Print the entries exactly as they appear, and omit any images.

(Stored items)
***

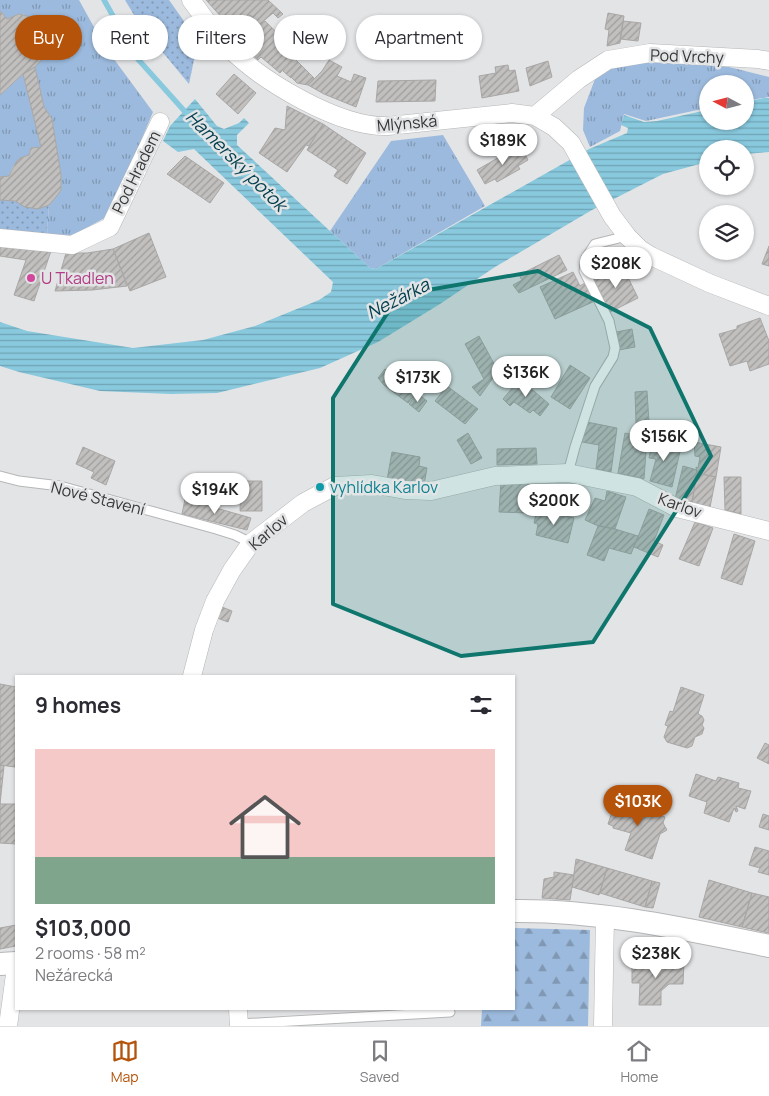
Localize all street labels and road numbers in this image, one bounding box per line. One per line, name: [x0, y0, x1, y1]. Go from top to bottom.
street label: Pod Vrchy: [650, 44, 725, 68]
street label: Mlýnská: [376, 109, 438, 137]
street label: Pod Hradem: [107, 127, 165, 217]
street label: Nové Stavení: [49, 476, 147, 520]
street label: Karlov: [655, 487, 705, 523]
street label: Karlov: [244, 509, 292, 555]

***

### Output for this exercise
Localize all street labels and road numbers in this image, one bounding box per line. One per line, name: [x0, y0, x1, y1]. Go from top to bottom.
street label: Pod Vrchy: [650, 44, 725, 68]
street label: Mlýnská: [376, 109, 438, 137]
street label: Pod Hradem: [107, 127, 165, 217]
street label: Nové Stavení: [49, 476, 147, 520]
street label: Karlov: [655, 487, 705, 523]
street label: Karlov: [244, 509, 292, 555]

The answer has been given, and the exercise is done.